Exercise aim:
Copy each line of the entries below that contains the string "controls".
== Data supplied
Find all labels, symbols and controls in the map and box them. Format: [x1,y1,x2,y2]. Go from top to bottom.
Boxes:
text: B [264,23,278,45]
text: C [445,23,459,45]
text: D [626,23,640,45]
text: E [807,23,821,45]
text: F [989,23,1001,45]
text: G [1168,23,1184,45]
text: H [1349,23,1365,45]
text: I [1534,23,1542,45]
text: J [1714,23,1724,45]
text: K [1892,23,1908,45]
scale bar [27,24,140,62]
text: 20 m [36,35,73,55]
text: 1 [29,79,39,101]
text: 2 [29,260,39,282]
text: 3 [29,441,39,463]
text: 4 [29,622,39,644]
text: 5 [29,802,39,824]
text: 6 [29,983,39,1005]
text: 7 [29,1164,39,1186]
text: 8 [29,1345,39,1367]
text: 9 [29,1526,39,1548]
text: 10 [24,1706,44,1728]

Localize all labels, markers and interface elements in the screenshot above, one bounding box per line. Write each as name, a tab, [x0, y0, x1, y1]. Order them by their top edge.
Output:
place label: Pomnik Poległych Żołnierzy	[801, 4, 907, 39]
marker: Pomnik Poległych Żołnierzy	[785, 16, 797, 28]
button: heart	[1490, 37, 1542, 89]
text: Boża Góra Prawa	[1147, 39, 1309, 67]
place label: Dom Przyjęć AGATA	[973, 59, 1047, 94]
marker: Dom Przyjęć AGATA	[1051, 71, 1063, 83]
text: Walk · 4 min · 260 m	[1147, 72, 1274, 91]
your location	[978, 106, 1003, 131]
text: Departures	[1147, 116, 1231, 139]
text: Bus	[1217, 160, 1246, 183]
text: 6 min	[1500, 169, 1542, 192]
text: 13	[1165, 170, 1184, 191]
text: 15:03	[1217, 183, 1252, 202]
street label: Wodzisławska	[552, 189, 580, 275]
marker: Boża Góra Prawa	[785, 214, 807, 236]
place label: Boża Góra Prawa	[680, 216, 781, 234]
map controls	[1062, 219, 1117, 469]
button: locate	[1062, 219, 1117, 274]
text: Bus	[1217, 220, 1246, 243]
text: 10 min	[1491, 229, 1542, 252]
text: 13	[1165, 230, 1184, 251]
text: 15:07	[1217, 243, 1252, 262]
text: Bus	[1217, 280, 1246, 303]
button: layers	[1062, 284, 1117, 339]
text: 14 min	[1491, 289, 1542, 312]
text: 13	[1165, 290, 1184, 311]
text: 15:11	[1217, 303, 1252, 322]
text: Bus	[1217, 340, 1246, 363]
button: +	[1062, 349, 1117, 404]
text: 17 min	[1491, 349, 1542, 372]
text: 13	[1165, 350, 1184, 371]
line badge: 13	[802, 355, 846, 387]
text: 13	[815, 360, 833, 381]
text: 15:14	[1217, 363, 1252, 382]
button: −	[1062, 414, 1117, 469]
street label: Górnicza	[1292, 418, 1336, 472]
====
Solved problem:
Find all labels, symbols and controls in the map and box them. Format: [x1,y1,x2,y2]. Go from top to bottom.
map controls	[1062, 219, 1117, 469]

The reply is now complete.